Exercise aim:
All lines from the one with "Map reading. Describe" through the final line of the records below must be written out exactly, with no other text.
[Opening Extracted information section]
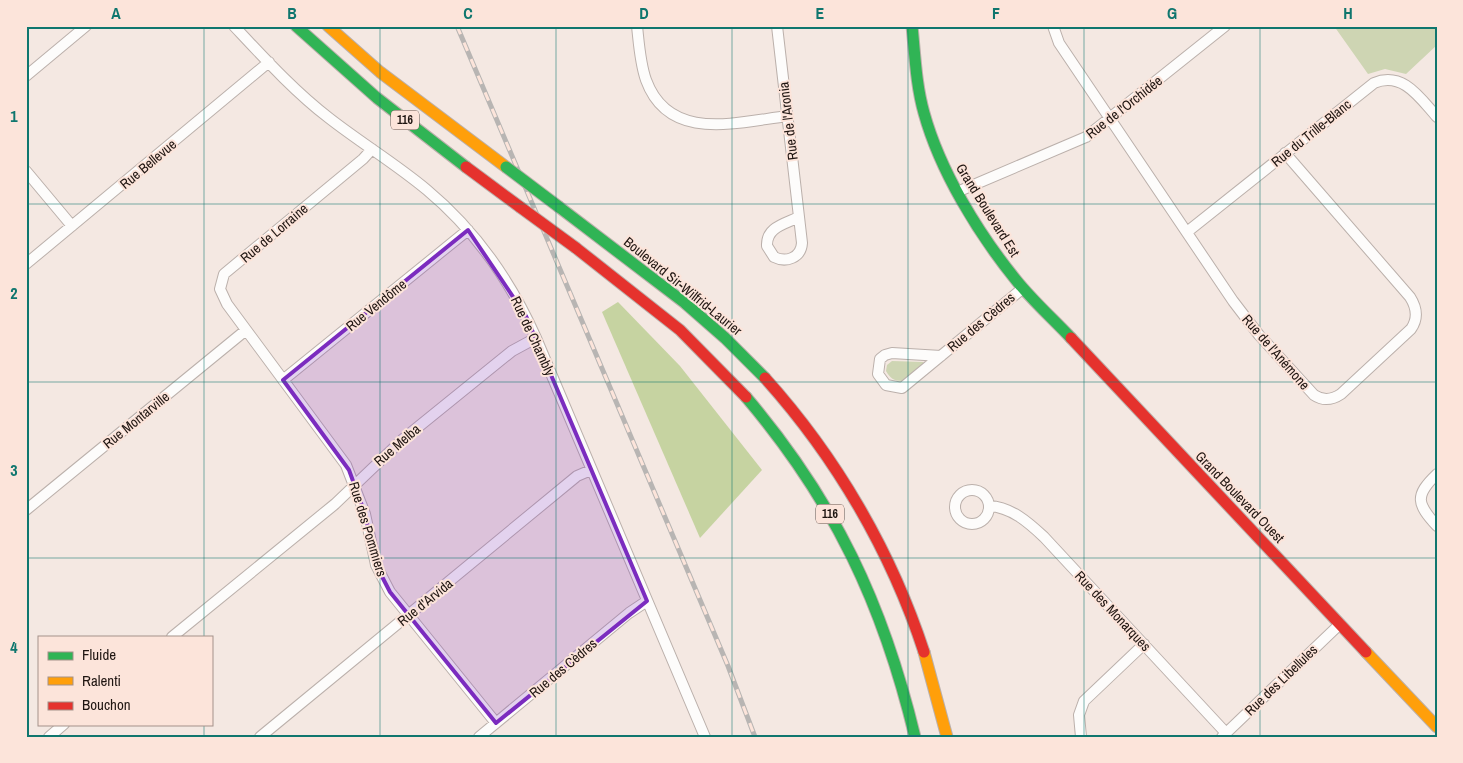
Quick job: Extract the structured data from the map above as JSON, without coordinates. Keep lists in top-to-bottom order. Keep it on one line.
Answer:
{"streets":{"main road":["116","Grand Boulevard Est","Boulevard Sir-Wilfrid-Laurier","Grand Boulevard Ouest"],"street":["Rue de l'Orchidée","Rue de l'Aronia","Rue du Trille-Blanc","Rue Bellevue","Rue de Lorraine","Rue Vendôme","Rue des Cèdres","Rue de Chambly","Rue de l'Anémone","Rue Montarville","Rue Melba","Rue des Pommiers","Rue d'Arvida","Rue des Monarques","Rue des Libellules"]},"crossings":[["Rue de l'Orchidée","Grand Boulevard Est"],["Rue de l'Orchidée","Rue de l'Anémone"],["Rue du Trille-Blanc","Rue de l'Anémone"],["Rue Bellevue","Rue de Chambly"],["Grand Boulevard Est","Rue des Cèdres"],["Grand Boulevard Est","Grand Boulevard Ouest"],["Rue de Lorraine","Rue de Chambly"],["Rue de Lorraine","Rue Montarville"],["Rue de Lorraine","Rue des Pommiers"],["Rue Vendôme","Rue de Chambly"],["Rue Vendôme","Rue des Pommiers"],["Rue des Cèdres","Rue de Chambly"],["Rue des Cèdres","Grand Boulevard Ouest"],["Rue des Cèdres","Rue des Pommiers"],["Rue de Chambly","Rue Melba"],["Rue de Chambly","Rue d'Arvida"],["Rue Montarville","Rue des Pommiers"],["Rue Melba","Rue des Pommiers"],["Grand Boulevard Ouest","Rue des Libellules"],["Rue des Pommiers","Rue d'Arvida"],["Rue des Monarques","Rue des Libellules"]],"legend":["Fluide","Ralenti","Bouchon"],"grid":{"columns":["A","B","C","D","E","F","G","H"],"rows":["1","2","3","4"]}}
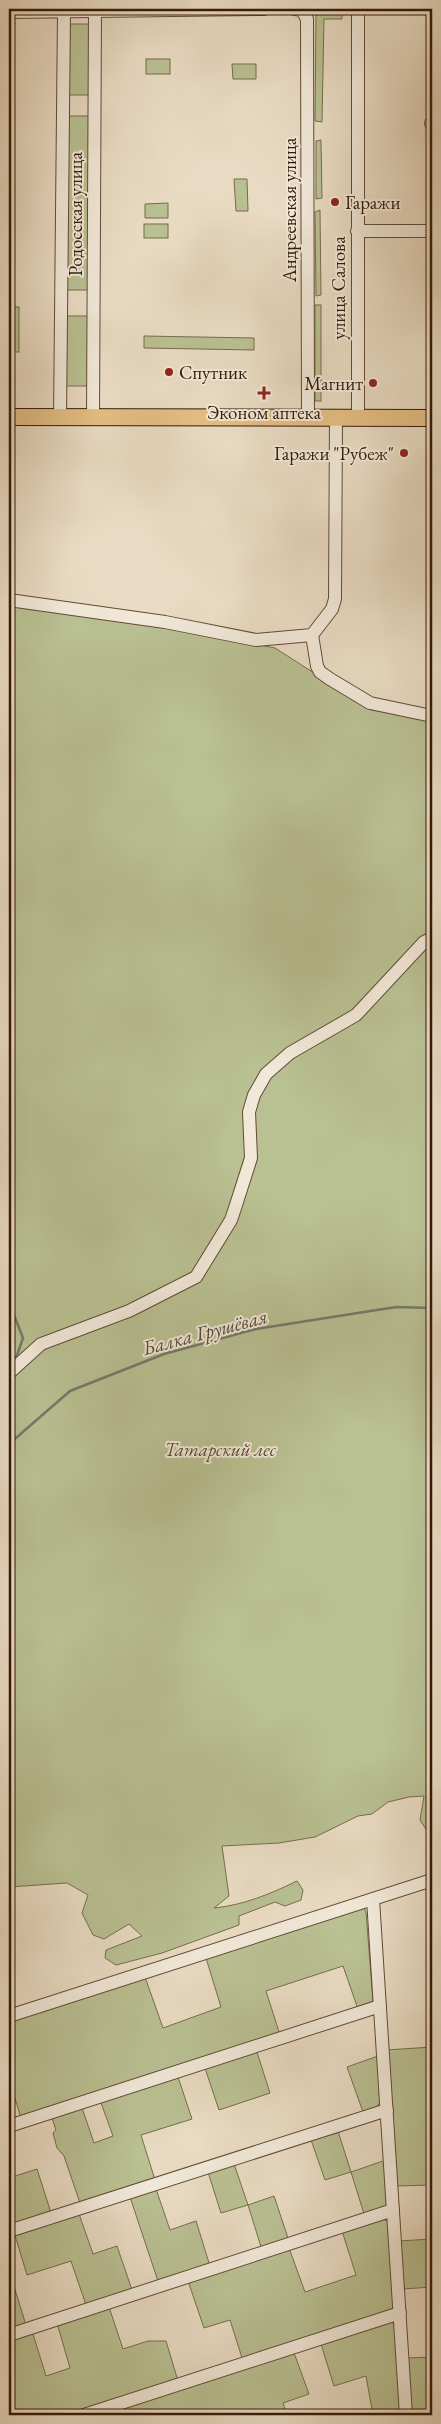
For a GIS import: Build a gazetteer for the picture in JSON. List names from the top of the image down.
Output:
{
  "streets": {
    "street": ["Андреевская улица", "Родосская улица", "улица Салова"]
  },
  "water": ["Балка Грушёвая"],
  "parks": ["Татарский лес"],
  "places": {
    "other": [
      "Гаражи",
      "Спутник",
      "Магнит",
      "Гаражи \"Рубеж\""
    ],
    "health": ["Эконом аптека"]
  }
}
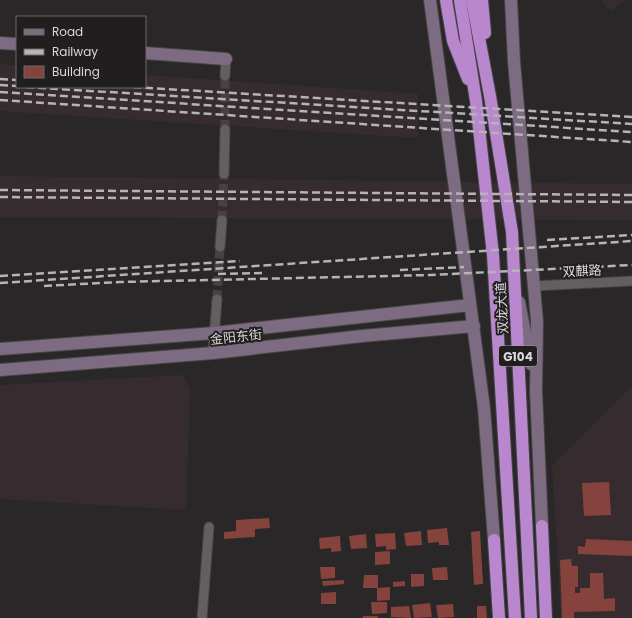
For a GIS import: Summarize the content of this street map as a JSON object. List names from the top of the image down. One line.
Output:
{"streets":{"highway":["双龙大道","G104"],"street":["双麒路","金阳东街"]},"crossings":[["双龙大道","G104"]],"legend":["Road","Railway","Building"]}
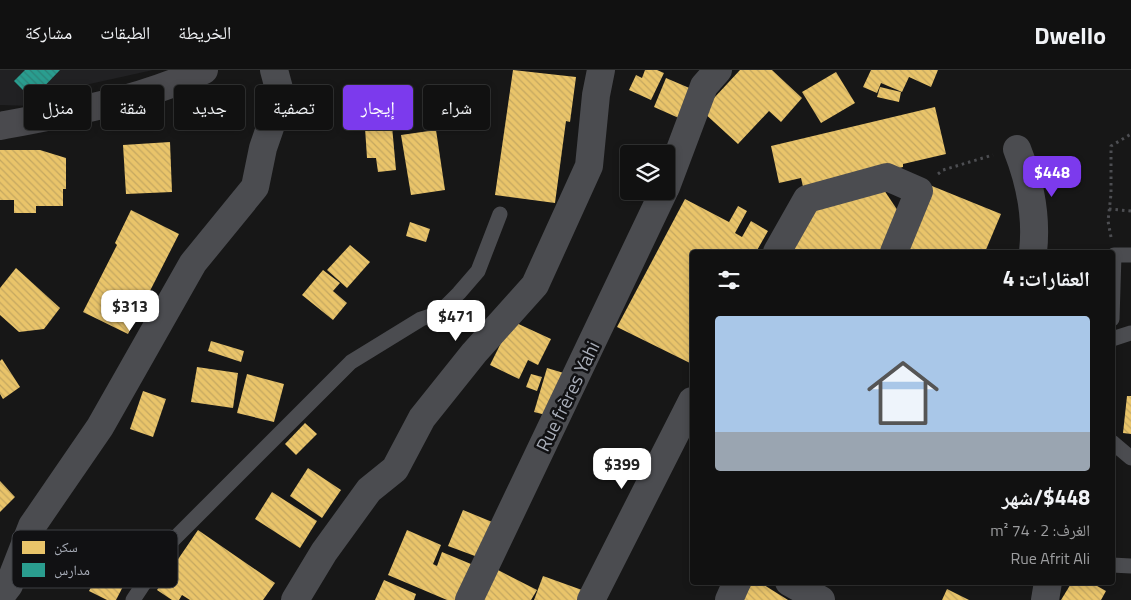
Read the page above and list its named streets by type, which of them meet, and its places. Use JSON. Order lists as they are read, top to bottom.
{
  "streets": {
    "street": ["Rue frères Yahi"]
  },
  "legend": ["سكن", "مدارس"],
  "page": {
    "header": "Dwello",
    "nav": ["الخريطة", "الطبقات", "مشاركة"],
    "chip": [
      "شراء",
      "إيجار",
      "تصفية",
      "جديد",
      "شقة",
      "منزل"
    ],
    "price": [
      "$448",
      "$313",
      "$471",
      "$399"
    ],
    "heading": "العقارات: 4",
    "list": [
      {
        "name": "$448/شهر",
        "note": "الغرف: 2 · 74 m² · Rue Afrit Ali"
      }
    ]
  }
}
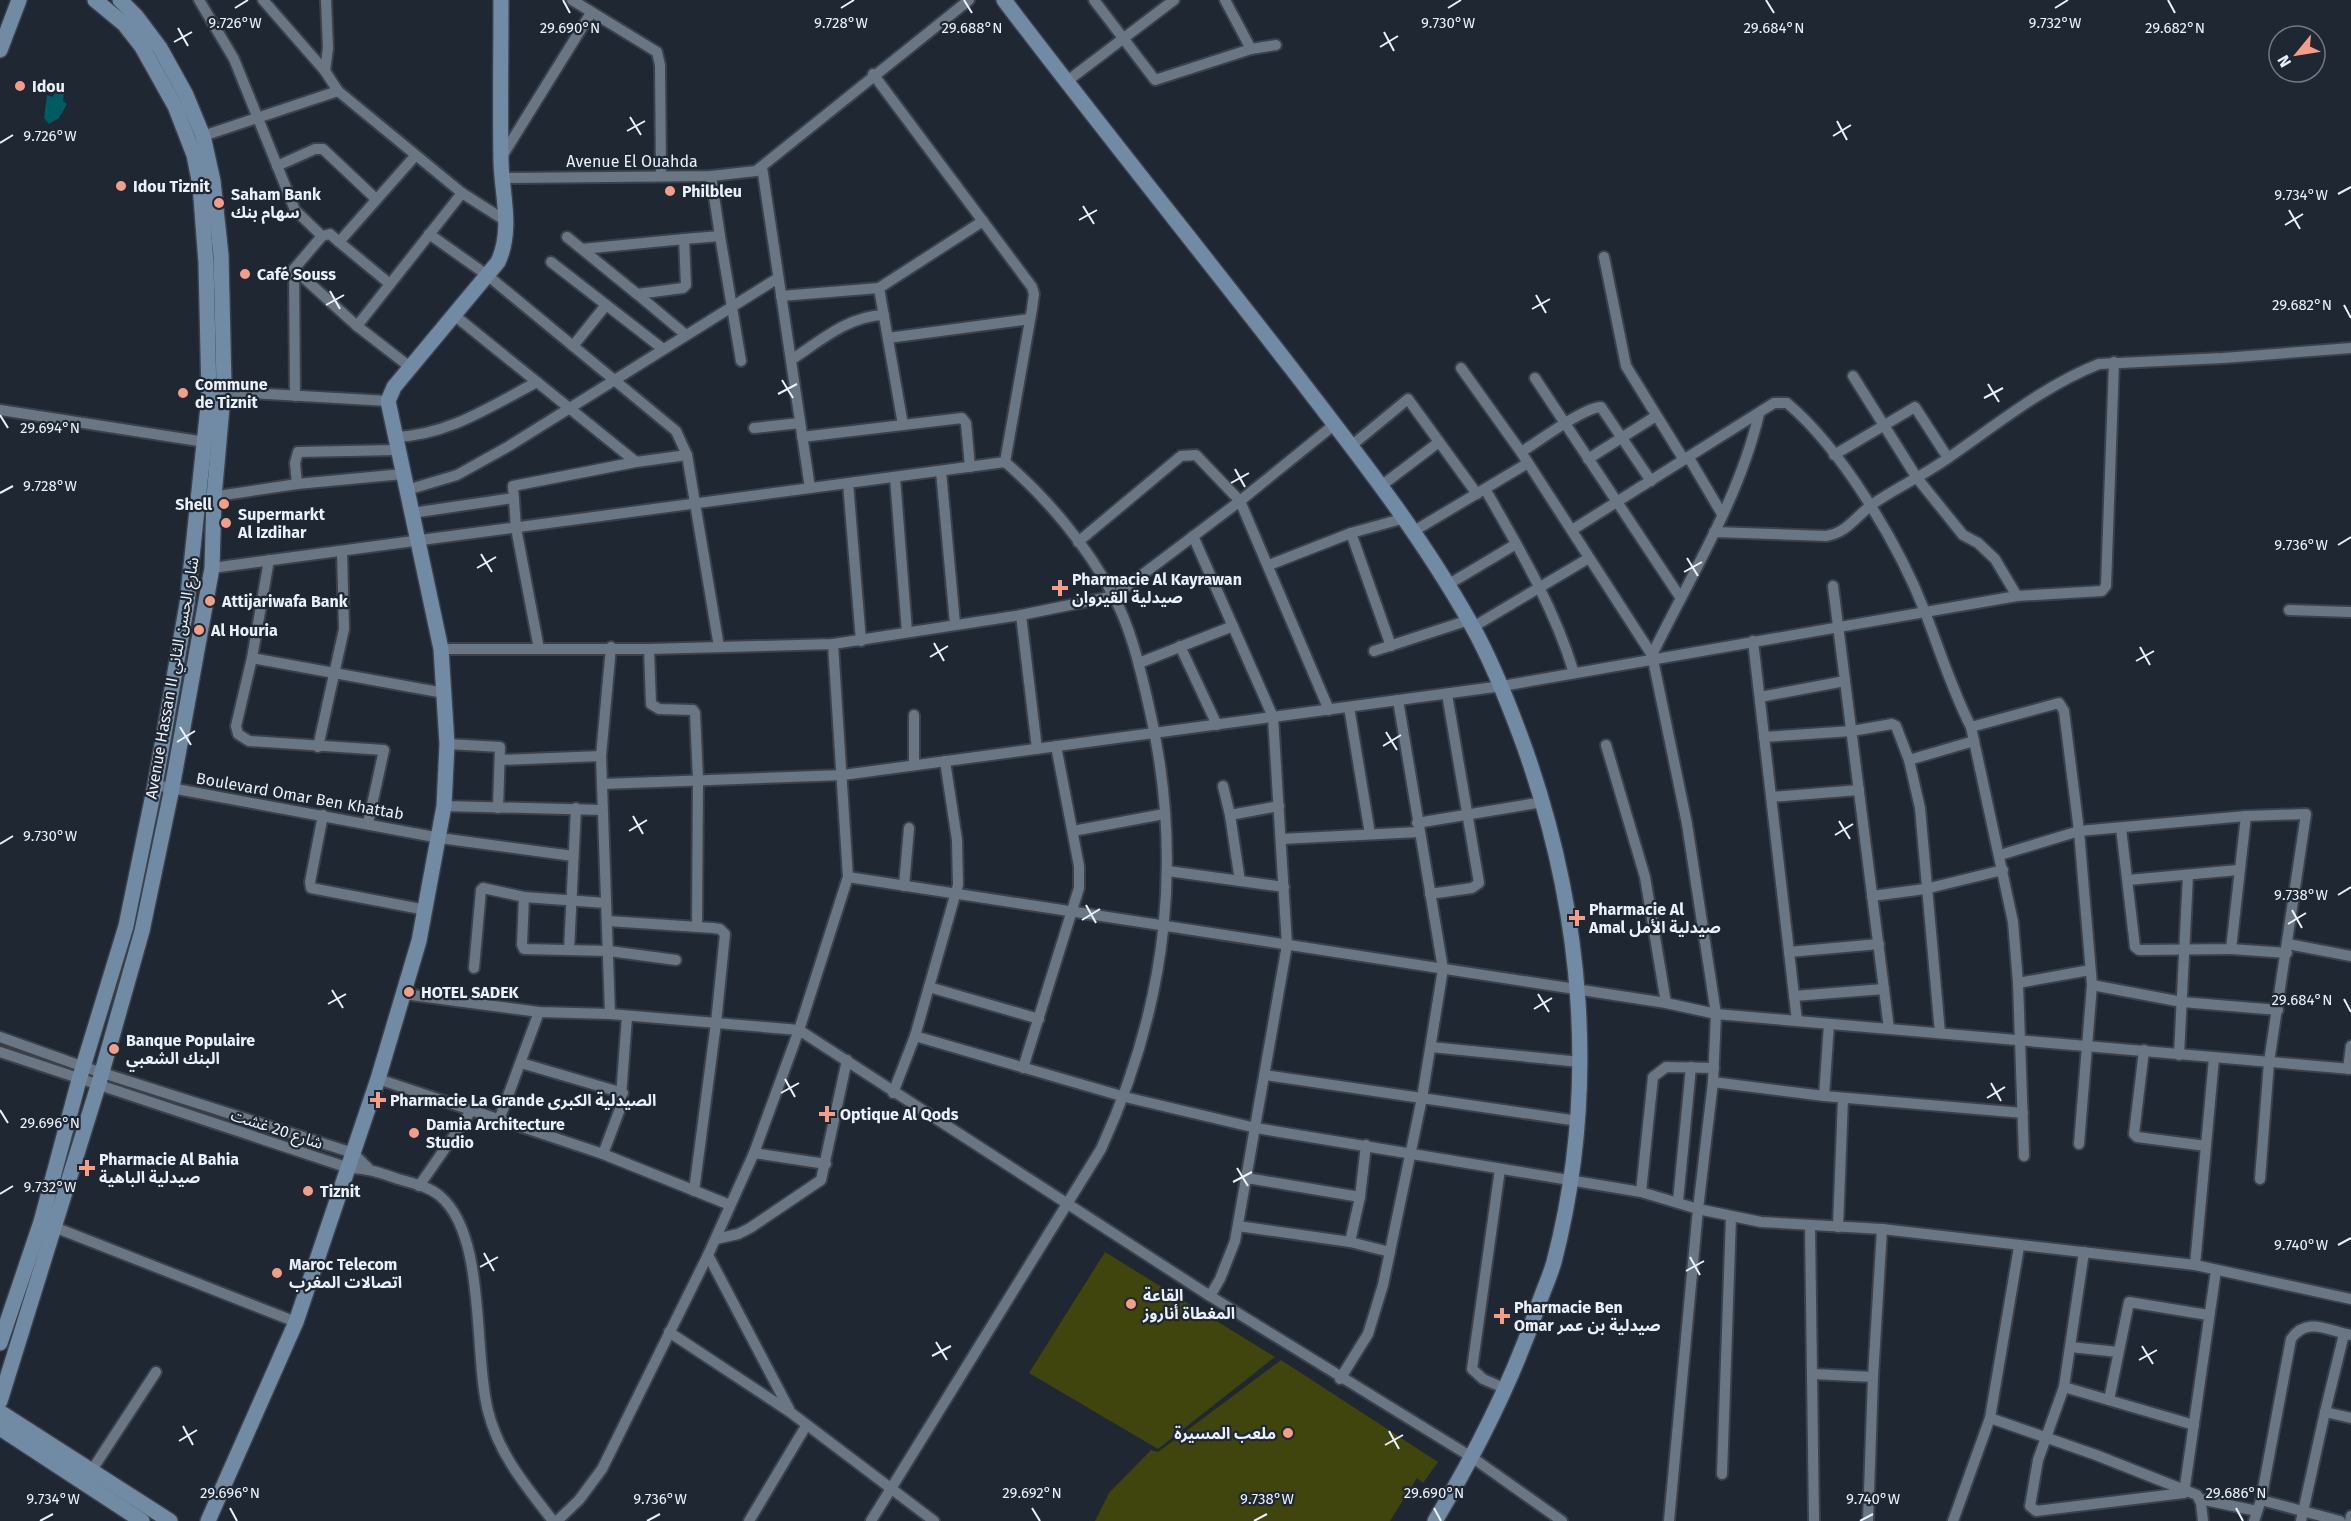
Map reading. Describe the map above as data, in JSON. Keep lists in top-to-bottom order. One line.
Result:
{"streets":{"street":["Avenue El Ouahda","Avenue Hassan II شارع الحسن الثاني","Boulevard Omar Ben Khattab","شارع 20 غشت"]},"crossings":[["Avenue Hassan II شارع الحسن الثاني","Boulevard Omar Ben Khattab"],["Avenue Hassan II شارع الحسن الثاني","شارع 20 غشت"]],"places":{"other":["Idou","Idou Tiznit","Philbleu","Saham Bank سهام بنك","Café Souss","Commune de Tiznit","Shell","Supermarkt Al Izdihar","Attijariwafa Bank","Al Houria","HOTEL SADEK","Banque Populaire البنك الشعبي","Damia Architecture Studio","Tiznit","Maroc Telecom اتصالات المغرب","القاعة المغطاة أناروز","ملعب المسيرة"],"health":["Pharmacie Al Kayrawan صيدلية القيروان","Pharmacie Al Amal صيدلية الأمل","Pharmacie La Grande الصيدلية الكبرى","Optique Al Qods","Pharmacie Al Bahia صيدلية الباهية","Pharmacie Ben Omar صيدلية بن عمر"]},"north":"bottom left","coordinates":["9.728°W","9.732°W","9.726°W","9.730°W","29.690°N","29.688°N","29.684°N","29.682°N","9.734°W","29.694°N","9.736°W","9.738°W","29.696°N","9.740°W","29.692°N","29.686°N"]}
[Closing Extracted information section]
Output of the exercise:
Map reading. Describe the map above as data, in JSON. Keep lists in top-to-bottom order. One line.
Result:
{"streets":{"street":["Avenue El Ouahda","Avenue Hassan II شارع الحسن الثاني","Boulevard Omar Ben Khattab","شارع 20 غشت"]},"crossings":[["Avenue Hassan II شارع الحسن الثاني","Boulevard Omar Ben Khattab"],["Avenue Hassan II شارع الحسن الثاني","شارع 20 غشت"]],"places":{"other":["Idou","Idou Tiznit","Philbleu","Saham Bank سهام بنك","Café Souss","Commune de Tiznit","Shell","Supermarkt Al Izdihar","Attijariwafa Bank","Al Houria","HOTEL SADEK","Banque Populaire البنك الشعبي","Damia Architecture Studio","Tiznit","Maroc Telecom اتصالات المغرب","القاعة المغطاة أناروز","ملعب المسيرة"],"health":["Pharmacie Al Kayrawan صيدلية القيروان","Pharmacie Al Amal صيدلية الأمل","Pharmacie La Grande الصيدلية الكبرى","Optique Al Qods","Pharmacie Al Bahia صيدلية الباهية","Pharmacie Ben Omar صيدلية بن عمر"]},"north":"bottom left","coordinates":["9.728°W","9.732°W","9.726°W","9.730°W","29.690°N","29.688°N","29.684°N","29.682°N","9.734°W","29.694°N","9.736°W","9.738°W","29.696°N","9.740°W","29.692°N","29.686°N"]}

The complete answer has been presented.